The Obama Movement has without a doubt left an indelible imprint on American society and culture that will last for decades, if not centuries, to come, and both during the presidential campaign and since the election the hip-hop community has been one of its most vocal and visible advocates.In an article for the Black College Wire, Justin LeGrande commented on how some very prominent rappers have begun to change their tones in response to President-elect Barack Obama's historic nomination and victory.
"This movement was bigger than hip-hop, bigger than the black community, it was even bigger than the United States. People across the globe were pulling for Obama, and the hope that he represented." LeGrande wrote.
"Rappers like Young Jeezy, Rick Ross, T.I., and other "dope boy" rappers, have seemingly put aside their musical message of drugs and guns in favor of a more political one."Will.I.Am of the Black Eyed Peas is another example. He created the "Yes We Can" tribute, a star-studded music video based on Barack Obama's stirring New Hampshire primary speech, as well as a single entitled "It's a New Day" celebrating the election.
Jay-Z, Kanye West, Common, and Nas are also among the rap stars who donned their political hats to support and write rhymes praising Obama.
Do these rappers' politically-conscious musical efforts mean that sexually explicit, gangster aggrandizing, misogynistic hip-hop will soon become a thing of the past?Greg Kot, a critic for the Chicago Tribune, recently interviewed Reverend Al Sharpton and hip-hop mogul Russell Simmons on the subject.
In Kot's article Sharpton was quoted as saying,"You can't be using the 'b' word, the 'n' word, the 'h' word when you have Barack Obama redefining overnight the image that black people want to have. Here's the greatest political victory in the history of black America, and the thug rappers can't come near it. They will have to change or become irrelevant."

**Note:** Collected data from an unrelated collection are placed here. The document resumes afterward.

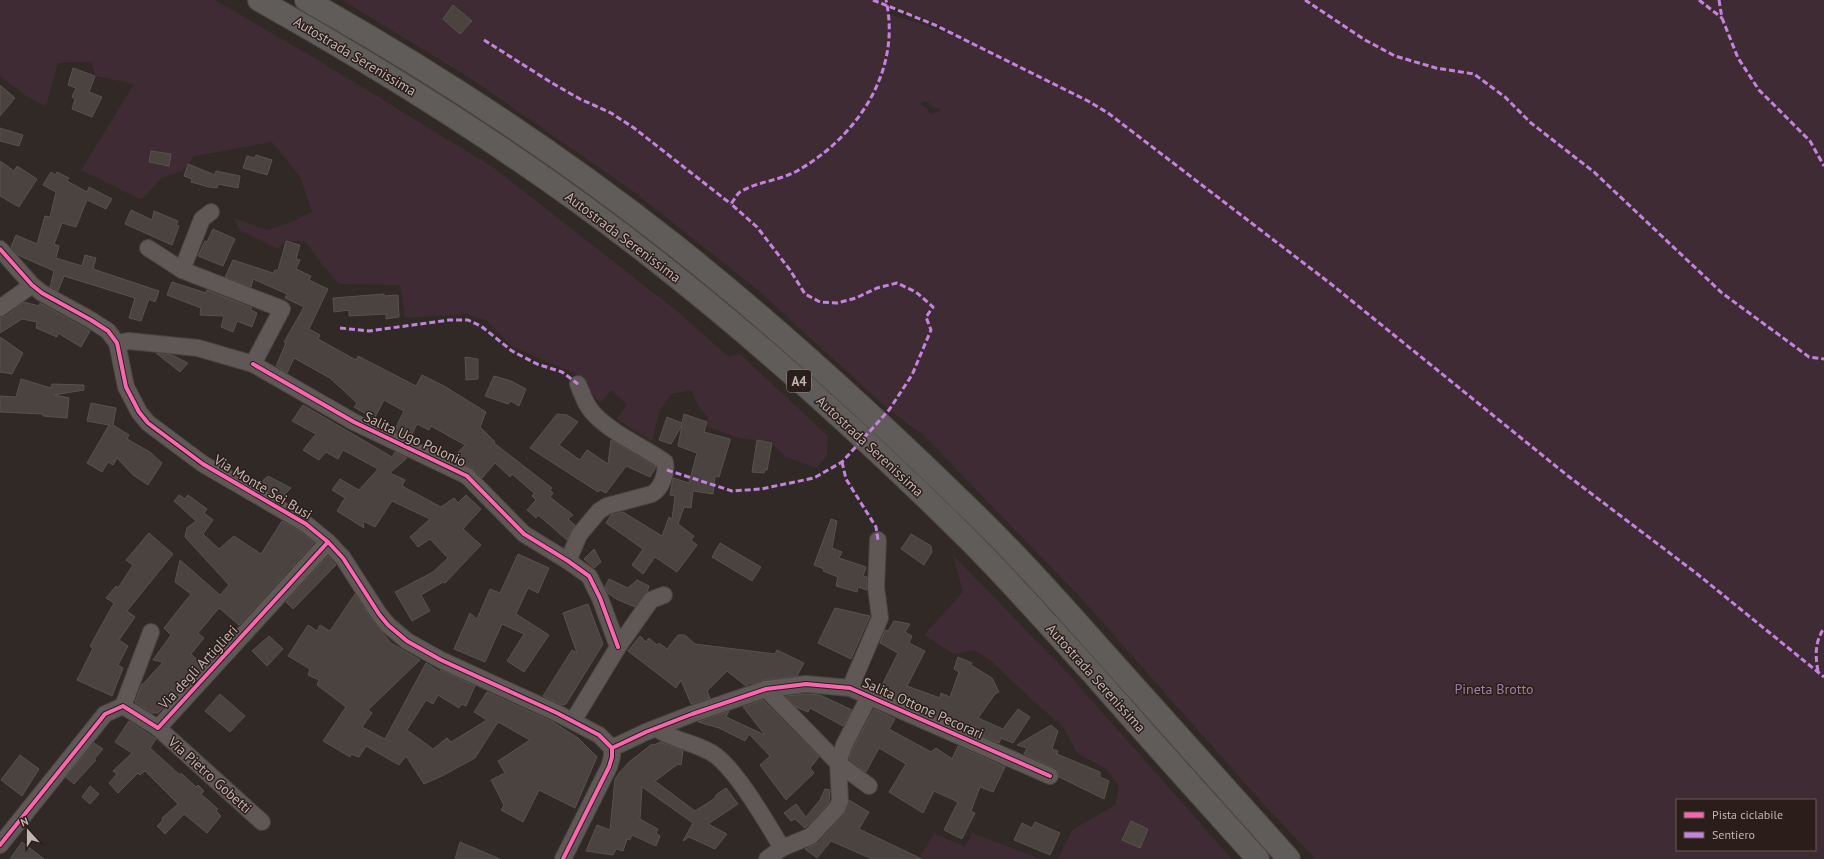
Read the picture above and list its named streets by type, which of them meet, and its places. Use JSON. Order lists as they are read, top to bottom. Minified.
{"streets":{"highway":["Autostrada Serenissima","A4"],"street":["Salita Ugo Polonio","Via Monte Sei Busi","Via degli Artiglieri","Salita Ottone Pecorari","Via Pietro Gobetti"]},"crossings":[["Salita Ugo Polonio","Via Monte Sei Busi"],["Via Monte Sei Busi","Via degli Artiglieri"],["Via Monte Sei Busi","Salita Ottone Pecorari"],["Via degli Artiglieri","Via Pietro Gobetti"]],"parks":["Pineta Brotto"],"legend":["Pista ciclabile","Sentiero"],"north":"top"}
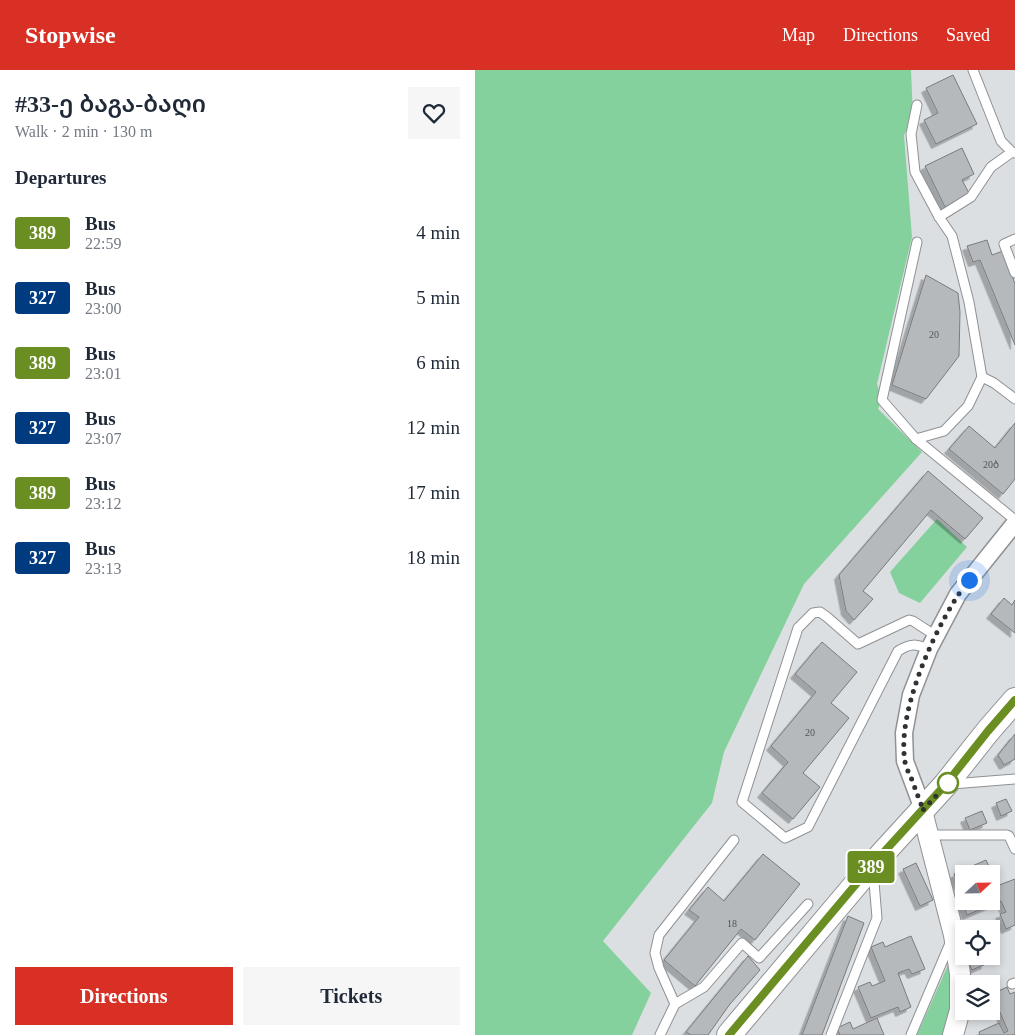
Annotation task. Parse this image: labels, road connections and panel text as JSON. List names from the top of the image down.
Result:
{
  "lines": ["bus line 389"],
  "house_numbers": [
    "20",
    "20ბ",
    "20",
    "18"
  ],
  "north": "right",
  "page": {
    "header": "Stopwise",
    "nav": ["Map", "Directions", "Saved"],
    "heading": [
      ["#33-ე ბაგა-ბაღი", "Walk · 2 min · 130 m"],
      "Departures"
    ],
    "on_map": "389",
    "list": [
      {
        "mark": "389",
        "name": "Bus",
        "note": "22:59",
        "value": "4 min"
      },
      {
        "mark": "327",
        "name": "Bus",
        "note": "23:00",
        "value": "5 min"
      },
      {
        "mark": "389",
        "name": "Bus",
        "note": "23:01",
        "value": "6 min"
      },
      {
        "mark": "327",
        "name": "Bus",
        "note": "23:07",
        "value": "12 min"
      },
      {
        "mark": "389",
        "name": "Bus",
        "note": "23:12",
        "value": "17 min"
      },
      {
        "mark": "327",
        "name": "Bus",
        "note": "23:13",
        "value": "18 min"
      }
    ],
    "buttons": ["Directions", "Tickets"]
  }
}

Simmons disagreed. "Young people will use their language the way they want," he said. "If it's in their heart, they will express it."

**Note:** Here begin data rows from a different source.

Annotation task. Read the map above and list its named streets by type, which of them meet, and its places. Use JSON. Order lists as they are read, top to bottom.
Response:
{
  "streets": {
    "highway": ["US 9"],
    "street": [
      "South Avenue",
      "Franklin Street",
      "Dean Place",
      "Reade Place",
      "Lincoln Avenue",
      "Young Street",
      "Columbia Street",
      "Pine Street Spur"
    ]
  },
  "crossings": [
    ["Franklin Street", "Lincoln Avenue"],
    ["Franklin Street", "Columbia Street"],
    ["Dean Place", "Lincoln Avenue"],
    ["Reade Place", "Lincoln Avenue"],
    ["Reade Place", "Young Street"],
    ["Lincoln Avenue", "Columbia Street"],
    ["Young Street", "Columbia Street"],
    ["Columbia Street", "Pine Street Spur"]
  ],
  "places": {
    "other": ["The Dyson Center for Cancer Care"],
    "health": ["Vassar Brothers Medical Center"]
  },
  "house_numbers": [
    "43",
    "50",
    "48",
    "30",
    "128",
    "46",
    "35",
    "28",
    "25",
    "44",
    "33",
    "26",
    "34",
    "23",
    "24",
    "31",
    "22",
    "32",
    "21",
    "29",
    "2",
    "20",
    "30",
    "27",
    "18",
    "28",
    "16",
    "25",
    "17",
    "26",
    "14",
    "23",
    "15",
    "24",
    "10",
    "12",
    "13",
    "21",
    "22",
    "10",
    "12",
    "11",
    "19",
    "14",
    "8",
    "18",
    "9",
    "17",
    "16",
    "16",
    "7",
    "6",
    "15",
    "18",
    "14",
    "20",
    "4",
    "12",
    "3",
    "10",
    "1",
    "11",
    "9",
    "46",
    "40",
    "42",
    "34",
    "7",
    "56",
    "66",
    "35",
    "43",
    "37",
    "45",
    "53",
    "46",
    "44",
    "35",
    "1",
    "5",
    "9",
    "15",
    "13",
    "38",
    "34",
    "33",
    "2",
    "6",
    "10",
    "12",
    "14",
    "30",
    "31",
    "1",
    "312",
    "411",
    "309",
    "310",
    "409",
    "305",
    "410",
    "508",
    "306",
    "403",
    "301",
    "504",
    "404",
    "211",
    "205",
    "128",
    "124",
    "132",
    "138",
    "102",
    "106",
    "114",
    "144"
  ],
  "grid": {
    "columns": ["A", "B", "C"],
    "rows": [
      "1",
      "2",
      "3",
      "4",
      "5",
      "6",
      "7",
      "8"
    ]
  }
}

Similarly, Young Jeezy's recently released song "My President is Black" has become a sort of anthem for some, while spawning anger and embarrassment in others.
The appropriateness of the song's choice of verbiage and subject matter is arguable. But remove the expletives and the explosive "n" word from the lyrics and what remains is a life story strongly afflicted by poverty, drugs, and imprisonment, and rife with political distrust and economic frustration. What is left is a saga that has sadly become the reality for too many of our youth.
For them, maybe Barack Obama's presidency can be a starting point, a foundation on which to restore the hope, dreams, and self-esteem of both a musical genre and a generation.
And in the end, perhaps Young Jeezy's final revelation as the music fades will prove to be the most enduring to hip-hop's youngest, most impressionable fans: I'm important, too.